DATA SHOWN: Begin

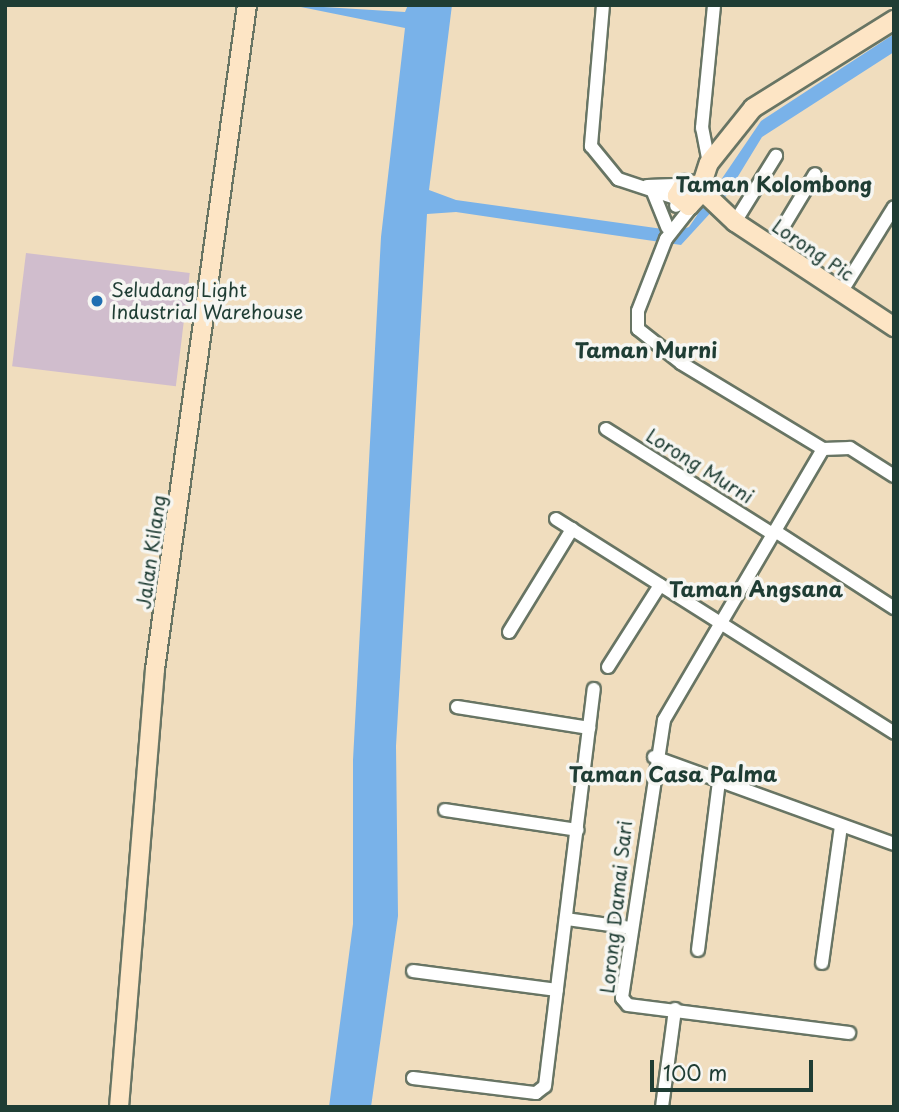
<!DOCTYPE html>
<html>
<head>
<meta charset="utf-8">
<style>
	body { margin:0 }
	#map { position:relative; width:899px; height:1112px; overflow:hidden; background:#f0ddbe; font-family:"Playpen Sans",sans-serif }
	div>[style] { position:absolute }
	.industrial>* { inset:0; background:#d0bdcd; transform-origin:0 0 }
	.water>* { inset:0; background:#79b2e9 }
	.roads { filter:drop-shadow(2px 0 #687564) drop-shadow(-2px 0 #687564) drop-shadow(0 2px #687564) drop-shadow(0 -2px #687564) }
	.street>* { height:12px; margin:-6px; padding:0 6px; transform-origin:6px; border-radius:6px; background:#fff }
	.secondary>* { height:18px; margin:-9px; padding:0 9px; transform-origin:9px; border-radius:9px; background:#fde5c5 }
	.dots>* { width:19px; height:19px; translate:-50% -50%; box-sizing:border-box; border:4px solid #f6f6f2; border-radius:50% }
	span { translate:-50% -50%; white-space:nowrap; text-align:center; line-height:1.15; -webkit-text-stroke:7px #f6f6f2; paint-order:stroke }
	.street-label { font-size:19px; color:#1f3d34 }
	.poi-label { font-size:19px; color:#1f3d34 }
	.left { translate:0 -50%; text-align:left }
	.neighbourhood-label { font-size:21px; color:#1f3d34; font-weight:700 }
	.frame { position:absolute; inset:0; border:7px solid #1f3d34; pointer-events:none }
	.scale { position:absolute; left:650px; top:1060px; width:163px; height:32px; box-sizing:border-box; border:4px solid #1f3d34; border-top:0; padding-left:9px; font-size:21px; line-height:24px; white-space:nowrap; color:#1f3d34; -webkit-text-stroke:5px #f6f6f2; paint-order:stroke }
</style>
</head>
<body>
<div id="map">
	<div class="industrial">
		<i style="left:26px;top:253px;width:165px;height:114px;rotate:7deg"></i>
	</div>
	<div class="water">
		<i style="clip-path:polygon(291px 5px,405px 12px,408px 5px,452px 5px,429px 190px,456px 200px,677px 231px,689px 227px,761px 121px,894px 34px,894px 52px,762px 137px,726px 196px,681px 245px,456px 212px,427px 214px,396px 746px,398px 916px,371px 1107px,329px 1107px,353px 924px,353px 760px,381px 237px,405px 28px)"></i>
	</div>
	<div class="roads">
		<div class="street">
			<i style="left:603px;top:5px;width:142px;rotate:94.9deg"></i>
			<i style="left:591px;top:146px;width:43px;rotate:50.7deg"></i>
			<i style="left:618px;top:179px;width:63px;rotate:18.4deg"></i>
			<i style="left:678px;top:199px;width:7px;rotate:106deg"></i>
			<i style="left:709px;top:163px;width:36px;rotate:-101deg"></i>
			<i style="left:702px;top:128px;width:124px;rotate:-84.4deg"></i>
			<i style="left:647px;top:186px;width:35px;rotate:-2deg"></i>
			<i style="left:653px;top:192px;width:38px;rotate:68deg"></i>
			<i style="left:692px;top:206px;width:42px;rotate:128.2deg"></i>
			<i style="left:666px;top:239px;width:77px;rotate:111.3deg"></i>
			<i style="left:638px;top:311px;width:18px;rotate:90deg"></i>
			<i style="left:638px;top:329px;width:55px;rotate:38.3deg"></i>
			<i style="left:681px;top:363px;width:166px;rotate:31.2deg"></i>
			<i style="left:823px;top:449px;width:314px;rotate:120.4deg"></i>
			<i style="left:664px;top:720px;width:281px;rotate:98.6deg"></i>
			<i style="left:622px;top:998px;width:9px;rotate:49deg"></i>
			<i style="left:628px;top:1005px;width:223px;rotate:7.2deg"></i>
			<i style="left:735px;top:222px;width:78px;rotate:-58.2deg"></i>
			<i style="left:771px;top:247px;width:85px;rotate:-58.9deg"></i>
			<i style="left:840px;top:294px;width:102px;rotate:-58.2deg"></i>
			<i style="left:606px;top:429px;width:197px;rotate:32.2deg"></i>
			<i style="left:823px;top:449px;width:27px;rotate:-2deg"></i>
			<i style="left:850px;top:448px;width:52px;rotate:32.5deg"></i>
			<i style="left:556px;top:519px;width:400px;rotate:32.3deg"></i>
			<i style="left:775px;top:531px;width:142px;rotate:32.9deg"></i>
			<i style="left:509px;top:632px;width:121px;rotate:-58.5deg"></i>
			<i style="left:608px;top:667px;width:97px;rotate:-57.6deg"></i>
			<i style="left:457px;top:707px;width:134px;rotate:9deg"></i>
			<i style="left:654px;top:757px;width:255px;rotate:19.9deg"></i>
			<i style="left:445px;top:810px;width:134px;rotate:8.6deg"></i>
			<i style="left:566px;top:919px;width:66px;rotate:7.9deg"></i>
			<i style="left:698px;top:950px;width:170px;rotate:-82.9deg"></i>
			<i style="left:822px;top:963px;width:138px;rotate:-82.1deg"></i>
			<i style="left:413px;top:971px;width:145px;rotate:7.5deg"></i>
			<i style="left:413px;top:1078px;width:124px;rotate:7deg"></i>
			<i style="left:536px;top:1093px;width:11px;rotate:-38deg"></i>
			<i style="left:545px;top:1086px;width:400px;rotate:-83deg"></i>
			<i style="left:662px;top:1107px;width:99px;rotate:-82.4deg"></i>
		</div>
		<div class="secondary">
			<i style="left:700px;top:190px;width:28px;rotate:-72deg"></i>
			<i style="left:709px;top:163px;width:70px;rotate:-51.3deg"></i>
			<i style="left:753px;top:108px;width:166px;rotate:-32deg"></i>
			<i style="left:701px;top:193px;width:18px;rotate:133deg"></i>
			<i style="left:689px;top:206px;width:16px;rotate:-140deg"></i>
			<i style="left:677px;top:196px;width:14px;rotate:-60deg"></i>
			<i style="left:684px;top:184px;width:12px;rotate:5deg"></i>
			<i style="left:696px;top:185px;width:54px;rotate:43.5deg"></i>
			<i style="left:735px;top:222px;width:191px;rotate:33.4deg"></i>
			<i style="left:119px;top:1107px;width:439px;rotate:-85.3deg"></i>
			<i style="left:155px;top:669px;width:670px;rotate:-82.11deg"></i>
		</div>
	</div>
	<div class="dots">
		<i style="left:97px;top:301px;background:#1f6fb2"></i>
	</div>
	<div class="street-label">
		<span style="left:813px;top:250px;rotate:34deg">Lorong Pic</span>
		<span style="left:700px;top:466px;rotate:32deg">Lorong Murni</span>
		<span style="left:151px;top:552px;rotate:-82deg">Jalan Kilang</span>
		<span style="left:616px;top:907px;rotate:-84deg">Lorong Damai Sari</span>
	</div>
	<div class="poi-label">
		<span class="left" style="left:111px;top:301px">Seludang Light<br>Industrial Warehouse</span>
	</div>
	<div class="neighbourhood-label">
		<span style="left:774px;top:183px">Taman Kolombong</span>
		<span style="left:646px;top:349px">Taman Murni</span>
		<span style="left:756px;top:588px">Taman Angsana</span>
		<span style="left:673px;top:773px">Taman Casa Palma</span>
	</div>
	<div class="frame"></div>
	<div class="scale">100 m</div>
</div>
</body>
</html>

DATA SHOWN: End

- [BRIEF]
Give the number of lines in the entries above that contain the word "frame", with no accompanying text.

- [RESPONSE TO THIS TASK]
2